On 26 April 2022, the Athletics Association of Sri Lanka named her in the team of eight athletes for the 2022 Commonwealth Games and it also marks her maiden Commonwealth Games appearance. She was selected by Sri Lanka Athletics as one of the track and field athletes to represent Sri Lanka at the 2022 Commonwealth Games as she was eligible for selection based on her performances at the 100th National Athletic Championships which was held in April 2022 where she claimed the national title in the women's 3000m steeplechase event. The 100th National Athletic Championships served as the final trials to select the Sri Lankan contingent for both the 2022 Commonwealth Games and 2022 Asian Games with the latter had to be indefinitely postponed due to COVID-19 concerns in China.

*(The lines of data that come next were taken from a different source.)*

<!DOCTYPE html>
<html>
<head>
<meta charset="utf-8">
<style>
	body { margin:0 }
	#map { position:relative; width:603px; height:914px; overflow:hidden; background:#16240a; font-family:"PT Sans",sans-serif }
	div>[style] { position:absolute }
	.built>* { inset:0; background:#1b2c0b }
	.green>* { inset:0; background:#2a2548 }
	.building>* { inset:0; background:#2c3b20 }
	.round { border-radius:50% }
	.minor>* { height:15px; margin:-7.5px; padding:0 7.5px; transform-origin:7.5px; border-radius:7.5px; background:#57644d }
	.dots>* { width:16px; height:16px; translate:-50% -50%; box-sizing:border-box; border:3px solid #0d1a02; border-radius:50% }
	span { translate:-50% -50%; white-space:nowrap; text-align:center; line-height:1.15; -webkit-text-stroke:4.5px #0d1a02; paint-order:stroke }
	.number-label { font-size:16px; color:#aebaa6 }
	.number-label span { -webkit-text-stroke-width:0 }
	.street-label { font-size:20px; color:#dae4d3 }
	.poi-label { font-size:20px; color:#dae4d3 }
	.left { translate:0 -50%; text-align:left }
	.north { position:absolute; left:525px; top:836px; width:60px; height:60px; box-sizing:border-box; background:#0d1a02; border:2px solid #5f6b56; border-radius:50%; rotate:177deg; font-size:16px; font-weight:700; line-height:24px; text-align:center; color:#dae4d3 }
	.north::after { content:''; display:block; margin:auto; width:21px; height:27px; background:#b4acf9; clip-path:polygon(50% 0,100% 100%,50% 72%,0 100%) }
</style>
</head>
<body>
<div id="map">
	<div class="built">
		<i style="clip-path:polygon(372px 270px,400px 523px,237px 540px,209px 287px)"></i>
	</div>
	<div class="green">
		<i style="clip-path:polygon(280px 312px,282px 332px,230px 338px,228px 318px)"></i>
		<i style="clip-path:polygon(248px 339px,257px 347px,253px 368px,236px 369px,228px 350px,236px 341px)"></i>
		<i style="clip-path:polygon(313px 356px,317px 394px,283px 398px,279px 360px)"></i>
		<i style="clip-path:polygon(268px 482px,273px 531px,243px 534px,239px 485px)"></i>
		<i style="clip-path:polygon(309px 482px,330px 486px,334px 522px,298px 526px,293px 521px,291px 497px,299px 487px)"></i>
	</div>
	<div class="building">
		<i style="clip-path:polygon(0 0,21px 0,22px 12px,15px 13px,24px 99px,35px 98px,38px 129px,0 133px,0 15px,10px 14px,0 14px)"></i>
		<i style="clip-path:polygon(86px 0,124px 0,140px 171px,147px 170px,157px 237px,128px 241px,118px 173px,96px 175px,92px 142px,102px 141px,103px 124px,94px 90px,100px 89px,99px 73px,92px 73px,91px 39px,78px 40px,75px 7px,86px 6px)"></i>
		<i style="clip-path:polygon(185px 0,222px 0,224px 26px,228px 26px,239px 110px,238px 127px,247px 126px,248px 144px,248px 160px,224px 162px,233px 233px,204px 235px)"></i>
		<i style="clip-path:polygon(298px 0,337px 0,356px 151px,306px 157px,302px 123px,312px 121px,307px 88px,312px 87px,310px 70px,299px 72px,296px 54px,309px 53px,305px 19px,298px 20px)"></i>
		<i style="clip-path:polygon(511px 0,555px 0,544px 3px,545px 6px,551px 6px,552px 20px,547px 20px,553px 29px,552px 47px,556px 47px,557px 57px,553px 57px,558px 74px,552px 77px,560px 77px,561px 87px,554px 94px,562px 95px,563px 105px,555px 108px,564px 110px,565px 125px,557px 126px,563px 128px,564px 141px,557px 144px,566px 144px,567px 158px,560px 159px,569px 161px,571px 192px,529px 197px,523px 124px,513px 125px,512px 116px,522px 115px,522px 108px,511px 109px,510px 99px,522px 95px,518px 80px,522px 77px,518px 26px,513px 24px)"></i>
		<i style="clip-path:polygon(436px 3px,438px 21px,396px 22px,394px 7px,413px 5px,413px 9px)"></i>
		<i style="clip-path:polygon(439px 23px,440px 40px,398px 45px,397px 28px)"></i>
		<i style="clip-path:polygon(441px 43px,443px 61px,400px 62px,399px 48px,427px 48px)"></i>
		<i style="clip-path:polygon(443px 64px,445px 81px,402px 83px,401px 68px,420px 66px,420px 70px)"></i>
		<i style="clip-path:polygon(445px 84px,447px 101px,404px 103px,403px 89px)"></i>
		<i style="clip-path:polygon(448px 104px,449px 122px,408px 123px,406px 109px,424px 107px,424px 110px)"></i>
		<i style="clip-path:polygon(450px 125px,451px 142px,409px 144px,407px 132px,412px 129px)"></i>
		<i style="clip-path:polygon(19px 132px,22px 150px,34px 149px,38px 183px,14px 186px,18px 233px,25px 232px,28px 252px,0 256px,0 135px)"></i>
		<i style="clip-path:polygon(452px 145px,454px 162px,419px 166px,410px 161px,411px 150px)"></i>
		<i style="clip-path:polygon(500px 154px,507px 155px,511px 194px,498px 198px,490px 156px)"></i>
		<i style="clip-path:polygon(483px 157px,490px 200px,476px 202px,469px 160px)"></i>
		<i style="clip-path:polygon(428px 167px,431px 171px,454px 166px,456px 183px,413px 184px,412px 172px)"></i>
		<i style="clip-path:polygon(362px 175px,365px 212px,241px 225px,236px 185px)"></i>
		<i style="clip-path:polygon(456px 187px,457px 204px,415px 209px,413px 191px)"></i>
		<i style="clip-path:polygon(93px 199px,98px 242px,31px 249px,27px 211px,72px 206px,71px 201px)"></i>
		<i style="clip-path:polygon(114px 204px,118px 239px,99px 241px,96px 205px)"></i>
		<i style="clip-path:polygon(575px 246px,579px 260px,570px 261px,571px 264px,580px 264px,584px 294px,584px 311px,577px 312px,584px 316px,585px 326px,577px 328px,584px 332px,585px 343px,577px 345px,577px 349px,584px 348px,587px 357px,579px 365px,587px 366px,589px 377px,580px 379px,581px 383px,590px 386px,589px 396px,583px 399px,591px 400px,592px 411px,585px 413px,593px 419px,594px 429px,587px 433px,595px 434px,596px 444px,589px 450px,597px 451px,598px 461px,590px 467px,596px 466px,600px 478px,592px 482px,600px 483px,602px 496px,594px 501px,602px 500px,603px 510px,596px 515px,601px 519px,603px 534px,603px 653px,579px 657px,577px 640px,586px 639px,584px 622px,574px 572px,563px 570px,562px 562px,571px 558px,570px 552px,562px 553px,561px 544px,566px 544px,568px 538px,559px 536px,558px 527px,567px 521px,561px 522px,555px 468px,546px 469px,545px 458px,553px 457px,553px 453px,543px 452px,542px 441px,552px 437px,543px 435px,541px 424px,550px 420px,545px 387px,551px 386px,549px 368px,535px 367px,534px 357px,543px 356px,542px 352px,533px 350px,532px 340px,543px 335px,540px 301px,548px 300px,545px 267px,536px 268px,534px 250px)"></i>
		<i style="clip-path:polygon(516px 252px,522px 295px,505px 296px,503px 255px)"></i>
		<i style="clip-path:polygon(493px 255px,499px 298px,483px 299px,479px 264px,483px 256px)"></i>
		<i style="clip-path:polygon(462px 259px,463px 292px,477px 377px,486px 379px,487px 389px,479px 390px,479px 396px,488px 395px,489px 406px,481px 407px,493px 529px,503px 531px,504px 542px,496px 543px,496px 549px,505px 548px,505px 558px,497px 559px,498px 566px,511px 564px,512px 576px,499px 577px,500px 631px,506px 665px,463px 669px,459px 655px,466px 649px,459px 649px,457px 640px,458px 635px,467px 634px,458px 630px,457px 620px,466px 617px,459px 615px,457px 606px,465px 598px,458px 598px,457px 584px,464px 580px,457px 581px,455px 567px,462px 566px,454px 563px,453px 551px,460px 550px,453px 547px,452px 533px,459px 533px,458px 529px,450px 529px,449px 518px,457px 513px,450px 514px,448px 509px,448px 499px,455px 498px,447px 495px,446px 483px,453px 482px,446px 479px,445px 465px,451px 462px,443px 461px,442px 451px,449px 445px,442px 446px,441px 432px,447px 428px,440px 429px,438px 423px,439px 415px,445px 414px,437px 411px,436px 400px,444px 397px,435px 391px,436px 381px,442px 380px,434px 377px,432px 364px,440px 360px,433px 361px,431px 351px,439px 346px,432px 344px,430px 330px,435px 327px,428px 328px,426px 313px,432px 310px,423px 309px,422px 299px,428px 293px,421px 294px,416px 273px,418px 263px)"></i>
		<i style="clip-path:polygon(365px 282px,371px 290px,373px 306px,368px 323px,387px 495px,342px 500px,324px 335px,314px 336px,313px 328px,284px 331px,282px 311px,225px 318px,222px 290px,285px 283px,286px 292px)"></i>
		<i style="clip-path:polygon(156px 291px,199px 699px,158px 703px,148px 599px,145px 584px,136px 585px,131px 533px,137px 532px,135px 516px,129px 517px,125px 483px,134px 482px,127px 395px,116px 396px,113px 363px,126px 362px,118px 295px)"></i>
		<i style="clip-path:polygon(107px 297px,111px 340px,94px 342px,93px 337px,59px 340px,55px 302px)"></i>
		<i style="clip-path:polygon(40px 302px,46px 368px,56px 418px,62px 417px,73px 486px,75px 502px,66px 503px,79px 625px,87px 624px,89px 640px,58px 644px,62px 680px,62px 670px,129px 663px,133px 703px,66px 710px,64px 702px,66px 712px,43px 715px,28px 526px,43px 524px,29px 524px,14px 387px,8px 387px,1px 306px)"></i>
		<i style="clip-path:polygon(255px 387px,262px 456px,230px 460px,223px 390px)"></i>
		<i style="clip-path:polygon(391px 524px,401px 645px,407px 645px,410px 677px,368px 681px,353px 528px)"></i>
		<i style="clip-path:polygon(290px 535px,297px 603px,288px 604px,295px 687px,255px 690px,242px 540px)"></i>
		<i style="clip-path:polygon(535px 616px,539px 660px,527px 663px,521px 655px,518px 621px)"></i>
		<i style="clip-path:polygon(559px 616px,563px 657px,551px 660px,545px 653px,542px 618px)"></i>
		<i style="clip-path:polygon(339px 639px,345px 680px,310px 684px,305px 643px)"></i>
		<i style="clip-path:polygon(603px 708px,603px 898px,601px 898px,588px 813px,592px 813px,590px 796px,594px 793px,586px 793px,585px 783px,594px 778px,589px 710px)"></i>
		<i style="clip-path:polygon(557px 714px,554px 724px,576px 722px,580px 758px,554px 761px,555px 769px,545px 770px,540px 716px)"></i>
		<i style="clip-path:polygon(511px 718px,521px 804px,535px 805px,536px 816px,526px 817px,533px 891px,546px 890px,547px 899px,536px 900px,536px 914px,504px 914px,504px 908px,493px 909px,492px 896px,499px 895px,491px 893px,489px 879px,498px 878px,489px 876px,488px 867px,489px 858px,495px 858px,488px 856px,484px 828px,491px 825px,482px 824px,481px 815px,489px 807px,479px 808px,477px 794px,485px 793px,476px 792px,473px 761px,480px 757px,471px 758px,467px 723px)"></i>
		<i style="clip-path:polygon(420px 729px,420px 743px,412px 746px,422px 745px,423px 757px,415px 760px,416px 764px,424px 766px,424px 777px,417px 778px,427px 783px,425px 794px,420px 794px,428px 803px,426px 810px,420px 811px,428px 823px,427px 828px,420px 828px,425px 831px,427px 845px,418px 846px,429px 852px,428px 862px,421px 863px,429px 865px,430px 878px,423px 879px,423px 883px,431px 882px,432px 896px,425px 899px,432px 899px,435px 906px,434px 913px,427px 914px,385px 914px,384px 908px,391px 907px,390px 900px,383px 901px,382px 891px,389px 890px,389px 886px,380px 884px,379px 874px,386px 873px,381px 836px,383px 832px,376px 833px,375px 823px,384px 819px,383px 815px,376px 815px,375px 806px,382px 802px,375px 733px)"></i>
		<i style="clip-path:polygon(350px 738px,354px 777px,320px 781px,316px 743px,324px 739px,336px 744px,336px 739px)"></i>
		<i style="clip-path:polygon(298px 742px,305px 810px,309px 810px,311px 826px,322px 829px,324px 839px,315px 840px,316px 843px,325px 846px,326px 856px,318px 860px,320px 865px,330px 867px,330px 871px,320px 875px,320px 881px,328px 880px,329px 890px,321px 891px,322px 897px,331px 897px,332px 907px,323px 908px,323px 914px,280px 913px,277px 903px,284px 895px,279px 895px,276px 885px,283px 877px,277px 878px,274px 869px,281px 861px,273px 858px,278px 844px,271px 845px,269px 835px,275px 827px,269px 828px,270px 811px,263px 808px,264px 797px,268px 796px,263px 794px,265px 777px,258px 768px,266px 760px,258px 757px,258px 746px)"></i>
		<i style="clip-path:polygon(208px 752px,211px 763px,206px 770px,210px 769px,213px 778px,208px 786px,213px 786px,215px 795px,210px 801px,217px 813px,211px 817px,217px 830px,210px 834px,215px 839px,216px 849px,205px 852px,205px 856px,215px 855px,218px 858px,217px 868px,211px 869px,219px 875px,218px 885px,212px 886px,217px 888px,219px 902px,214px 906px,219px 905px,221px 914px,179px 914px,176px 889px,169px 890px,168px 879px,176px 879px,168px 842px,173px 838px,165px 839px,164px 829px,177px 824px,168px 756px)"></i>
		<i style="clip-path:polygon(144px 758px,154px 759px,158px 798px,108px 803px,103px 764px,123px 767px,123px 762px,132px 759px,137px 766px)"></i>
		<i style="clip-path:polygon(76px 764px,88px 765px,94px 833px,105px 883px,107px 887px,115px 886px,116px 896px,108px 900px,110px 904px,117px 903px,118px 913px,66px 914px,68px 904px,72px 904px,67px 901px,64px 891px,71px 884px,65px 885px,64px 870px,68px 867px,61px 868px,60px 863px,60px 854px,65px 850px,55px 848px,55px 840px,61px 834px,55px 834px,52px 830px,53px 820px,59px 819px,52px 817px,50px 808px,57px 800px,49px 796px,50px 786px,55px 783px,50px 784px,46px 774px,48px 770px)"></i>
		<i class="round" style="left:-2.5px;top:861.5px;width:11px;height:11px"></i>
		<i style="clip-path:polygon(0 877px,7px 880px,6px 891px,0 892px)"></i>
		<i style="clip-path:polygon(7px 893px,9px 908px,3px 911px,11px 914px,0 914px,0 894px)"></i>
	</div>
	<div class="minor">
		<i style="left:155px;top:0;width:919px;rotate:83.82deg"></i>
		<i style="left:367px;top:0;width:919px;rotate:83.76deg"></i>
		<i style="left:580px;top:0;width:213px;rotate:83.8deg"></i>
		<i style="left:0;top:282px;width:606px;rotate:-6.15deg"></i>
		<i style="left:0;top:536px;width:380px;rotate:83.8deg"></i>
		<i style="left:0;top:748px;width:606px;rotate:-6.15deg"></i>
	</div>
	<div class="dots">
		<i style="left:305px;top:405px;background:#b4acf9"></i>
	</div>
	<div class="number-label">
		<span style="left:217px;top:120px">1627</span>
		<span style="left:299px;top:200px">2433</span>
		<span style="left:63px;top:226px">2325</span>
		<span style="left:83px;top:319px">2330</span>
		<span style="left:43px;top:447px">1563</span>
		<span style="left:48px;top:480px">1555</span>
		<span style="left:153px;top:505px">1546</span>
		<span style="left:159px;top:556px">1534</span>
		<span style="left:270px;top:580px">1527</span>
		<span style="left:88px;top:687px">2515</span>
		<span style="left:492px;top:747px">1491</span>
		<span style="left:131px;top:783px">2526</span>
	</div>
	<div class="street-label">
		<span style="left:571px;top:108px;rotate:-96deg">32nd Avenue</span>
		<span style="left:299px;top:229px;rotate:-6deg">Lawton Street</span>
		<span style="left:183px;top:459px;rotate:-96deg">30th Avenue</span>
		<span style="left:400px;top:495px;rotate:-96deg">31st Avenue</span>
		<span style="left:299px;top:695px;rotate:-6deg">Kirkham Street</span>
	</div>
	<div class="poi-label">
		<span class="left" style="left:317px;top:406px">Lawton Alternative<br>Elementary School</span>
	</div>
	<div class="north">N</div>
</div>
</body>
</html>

She represented Sri Lanka at the 2022 World Athletics Championships and competed in the women's 3000m steeplechase. She also became the first ever Sri Lankan steeplechaser ever to compete at a World Athletics Championship event and it also marked her debut appearance at the World Athletics Championship. Her participation along with Gayanthika Abeyratne and Yupun Abeykoon for the 2022 World Athletic Championship was clouded with uncertainties owing to delays in obtaining US visas in order to participate at the competition. She secured 13th spot in the heats with a timing of 9:54.10 seconds and thus failed to progress to the next round.